Kazım Koyuncu parkında bir araya gelen kadınlar, "6284'ün etkin uygulanmaması, 11. Yargı paketi ve "Aile Yılı" söylemiyle bugün biz kadınları tahakküm altına alan iktidarın kadın düşmanı politikalarından bir an önce vazgeçilmesi" çağrısında bulundu.
Öğrencilerin, gençlerin, kadınların yaşadığı bu mahallede bir kadın daha göz göre göre aramızdan alındı vurgusu yapılan açıklamada, “Biz kadınlar farklı kaldırımlarda yürüsek bile, ışıksız sokakların yarattığı korkuyu; arkamızdan gelen gölgenin yarattığı güvensizliği tanırız.
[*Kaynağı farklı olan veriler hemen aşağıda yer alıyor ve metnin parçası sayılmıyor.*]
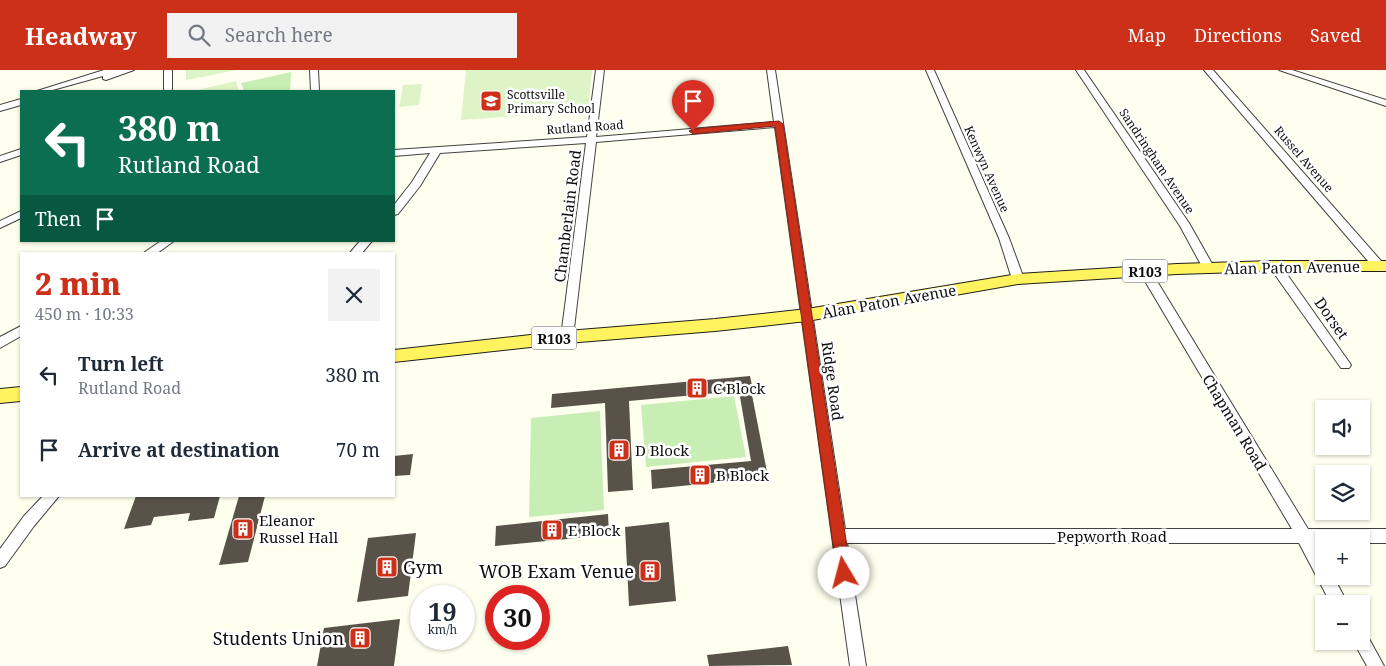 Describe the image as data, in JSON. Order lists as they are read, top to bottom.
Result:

Çünkü o karanlık sokaklarda yaşadığımız korku bulutunu yine bir kız kardeşimizi arayarak dağıtırız. Hiçbir semt, hiçbir mahalle kadınlar için gerçekten güvenli değil. Erkek şiddetini durdurmayan, failleri cesaretlendiren, kadınların yaşam hakkını korumayan bu düzen sürdükçe hiçbirimiz güvende değiliz. Kadın cinayetleri, ekonomik krizin, güvencesizliğin ve cezasızlığın ürettiği sistematik bir kıyımdır. Bugün iktidar, bir yandan “aile yılı” ilan edip aileyi kutsallaştırırken, diğer yandan kadınları şiddete, yoksulluğa, güvencesizliğe mahkûm eden politikalarını derinleştiriyor. “Aileyi koruma” adı altında hazırlanan 11. Yargı Paketi ile LGBTİ’ler hedef gösteriliyor, çocuklar kriminalize ediliyor, kadınların kazanılmış hakları tırpanlanmak isteniyor. Aile yılı diyorsunuz, ama kadınlar öldürülüyor. Siz Aileyi korumak değil, kadınların itaat etmesini ve susmasını istiyorsunuz. Bizse bu anlayışı kabul etmiyoruz” denildi.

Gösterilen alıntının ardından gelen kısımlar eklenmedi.